Rund 160 Tage und zwei Sitzungen hat der ORF-Stiftungsrat noch vor sich, ehe am 9. August ein der ORF-Generaldirektor gewählt wird. Am 3. März geht es im obersten Aufsichtsgremium des öffentlich-rechtlichen Senders schon einmal um das Prozedere bei der Bestellung des ORF-Chefs. Konkret geht es um die Frage, ob auch nach Ablauf der Bewerbungsfrist für den Posten Nachnominierungen durch einzelne Stiftungsräte möglich sind. Stiftungsratsvorsitzender Dietmar Hoscher, von der SPÖ in das ORF-Gremium entsandt, möchte auf die Möglichkeit der Nachnominierung verzichten. Ein Rechtsgutachten soll Klarheit bringen.

Bei den vergangenen ORF-Wahlen 2006 und 2011 waren Nachnominierungen möglich. 2006 hatte der amtierende ORF-Chef Alexander Wrabetz von dieser Möglichkeit profitiert. Wrabetz gab seine Kandidatur erst nach Ende der Bewerbungsfrist und wenige Tage vor der entscheidenden Sitzung des Stiftungsrats bekannt und konnte so im Verborgenen seine Regenbogen-Koalition bilden. Ein ähnliches Szenario mit Last-Minute-Gegenkandidaten zu Wrabetz möchte die SPÖ dieses Mal offenbar lieber vermeiden. Die ÖVP ist für die Möglichkeit der Nachnominierung, um ihren Handlungsspielraum nicht einzuengen, und sieht dafür auch das Gesetz auf ihrer Seite.

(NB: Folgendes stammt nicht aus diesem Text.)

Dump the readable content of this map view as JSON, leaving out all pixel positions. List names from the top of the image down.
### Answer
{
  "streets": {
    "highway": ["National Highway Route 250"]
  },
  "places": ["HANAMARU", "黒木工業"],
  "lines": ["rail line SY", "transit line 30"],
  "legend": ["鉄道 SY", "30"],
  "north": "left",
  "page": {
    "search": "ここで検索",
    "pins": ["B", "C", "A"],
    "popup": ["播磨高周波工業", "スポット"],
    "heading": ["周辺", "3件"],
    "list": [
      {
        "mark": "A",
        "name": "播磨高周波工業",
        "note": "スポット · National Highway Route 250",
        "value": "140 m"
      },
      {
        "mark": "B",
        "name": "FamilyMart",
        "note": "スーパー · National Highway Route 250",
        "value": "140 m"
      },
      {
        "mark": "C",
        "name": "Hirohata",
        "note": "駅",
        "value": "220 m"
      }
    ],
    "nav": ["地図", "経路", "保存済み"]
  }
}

Das Ringen um die Wahl der neuen ORF-Führung geht damit in die heiße Phase. Der von der SPÖ unterstützte ORF-Chef Wrabetz hat seine Wiederbewerbung bereits im Dezember angekündigt. Der von der ÖVP favorisierte Finanzdirektor Richard Grasl wollte Spekulationen über eine mögliche Kandidatur bisher nicht kommentieren.

ÖVP-Mehrheit könnte im Juni kippen
Die SPÖ kann derzeit auf 13 Vertreter zählen, der ÖVP-„Freundeskreis“ umfasst 14 Mitglieder. FPÖ, Grüne, NEOS und Team Stronach haben je einen Stiftungsrat. Der von BZÖ/FPK bestellte und von der SPÖ-geführten Landesregierung verlängerte Kärntner Stiftungsrat sowie drei Unabhängige komplettieren das Gremium. Nach den Landtagswahlen im Vorjahr erreichte der ÖVP-„Freundeskreis“ erstmals seit 2007 eine relative Mehrheit. Diese könnte im Juni allerdings wieder verloren gehen. Dann zieht nämlich Radio-Betriebsrätin Gudrun Stindl für die bürgerliche Betriebsratsliste „Unser ORF“ statt Monika Wittmann in das Gremium ein.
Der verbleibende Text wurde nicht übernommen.